◆ **Input records**:
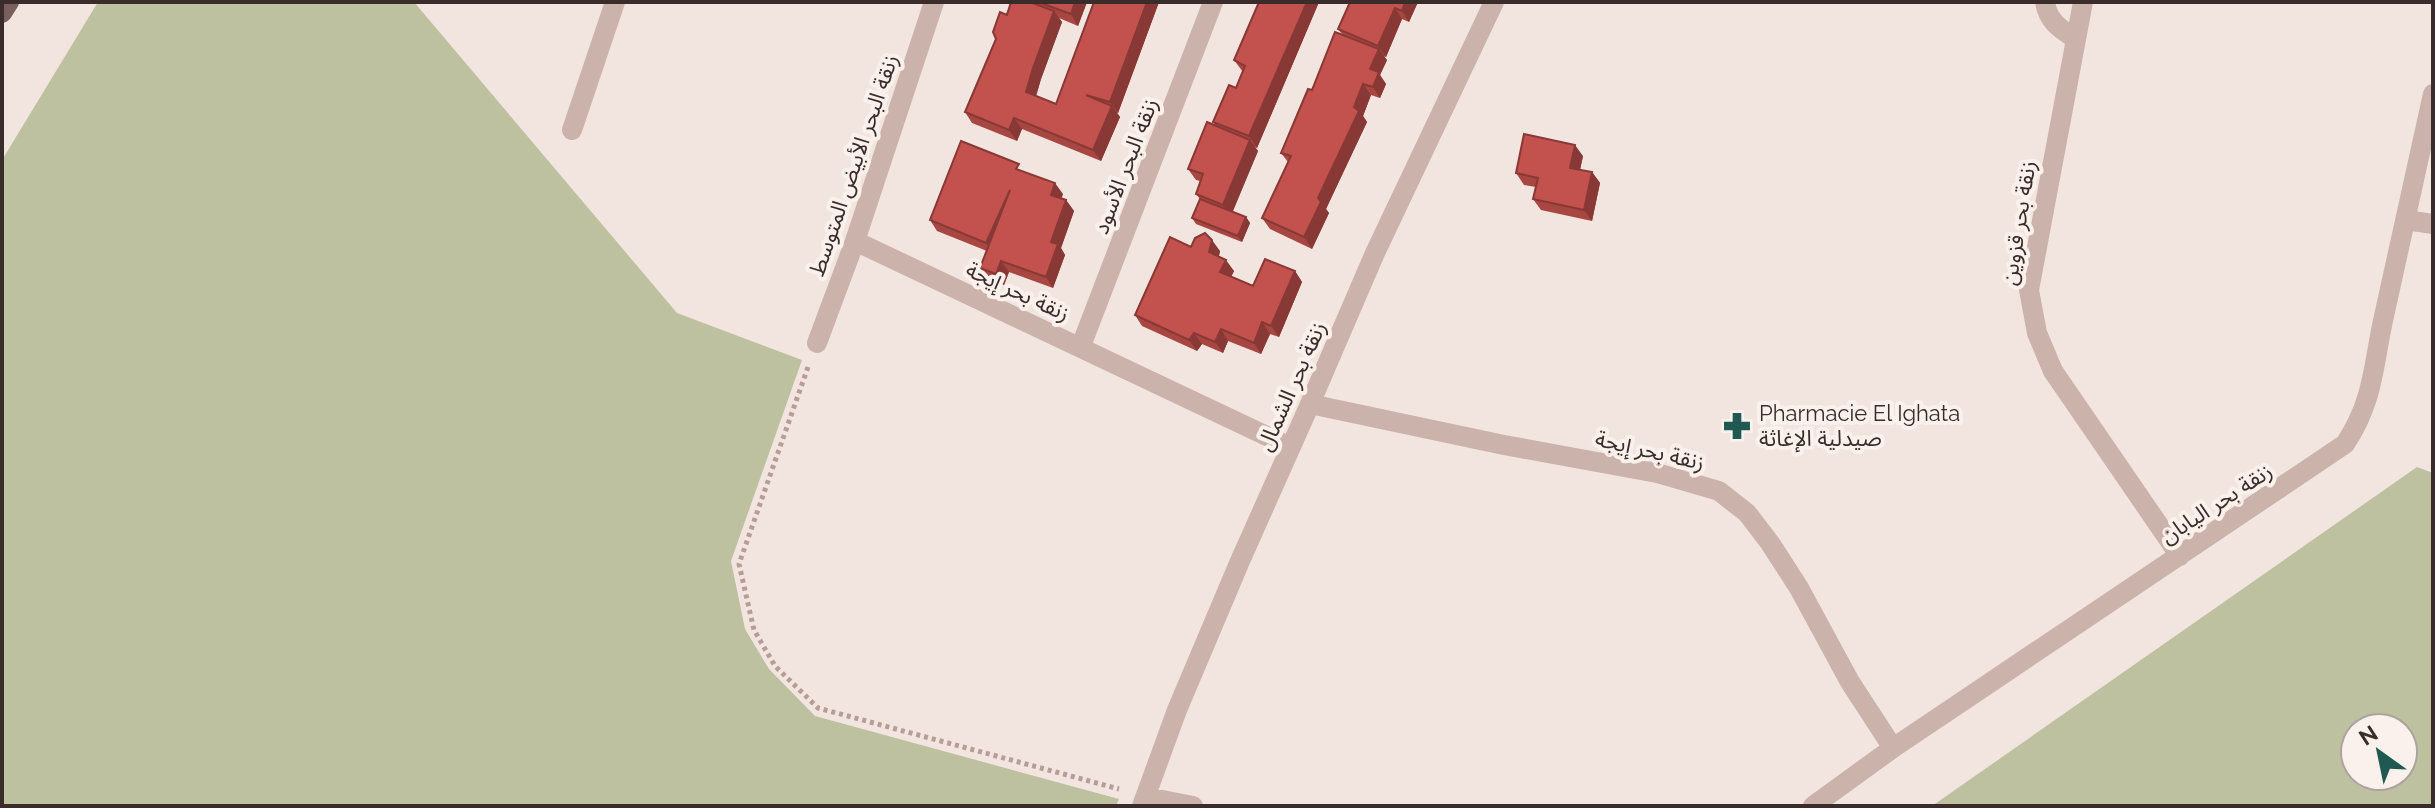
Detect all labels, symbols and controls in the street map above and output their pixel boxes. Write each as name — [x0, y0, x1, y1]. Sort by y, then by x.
street label: زنقة البحر الأبيض المتوسط — [803, 51, 904, 280]
street label: زنقة البحر الأسود — [1087, 94, 1164, 238]
street label: زنقة بحر قزوين — [1995, 159, 2042, 287]
street label: زنقة بحر إيجة — [961, 256, 1074, 328]
street label: زنقة بحر الشمال — [1251, 317, 1332, 455]
place label: Pharmacie El Ighata صيدلية الإغاثة — [1759, 400, 1960, 453]
pharmacy icon: Pharmacie El Ighata صيدلية الإغاثة — [1722, 411, 1752, 441]
street label: زنقة بحر إيجة — [1592, 425, 1707, 477]
street label: زنقة بحر اليابان — [2155, 457, 2277, 550]
north arrow — [2339, 712, 2419, 792]
text: N — [2354, 720, 2382, 751]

◆ **Brief**: Output the entries above exactly, without their pictures.

◆ **The completed task**:
Detect all labels, symbols and controls in the street map above and output their pixel boxes. Write each as name — [x0, y0, x1, y1]. Sort by y, then by x.
street label: زنقة البحر الأبيض المتوسط — [803, 51, 904, 280]
street label: زنقة البحر الأسود — [1087, 94, 1164, 238]
street label: زنقة بحر قزوين — [1995, 159, 2042, 287]
street label: زنقة بحر إيجة — [961, 256, 1074, 328]
street label: زنقة بحر الشمال — [1251, 317, 1332, 455]
place label: Pharmacie El Ighata صيدلية الإغاثة — [1759, 400, 1960, 453]
pharmacy icon: Pharmacie El Ighata صيدلية الإغاثة — [1722, 411, 1752, 441]
street label: زنقة بحر إيجة — [1592, 425, 1707, 477]
street label: زنقة بحر اليابان — [2155, 457, 2277, 550]
north arrow — [2339, 712, 2419, 792]
text: N — [2354, 720, 2382, 751]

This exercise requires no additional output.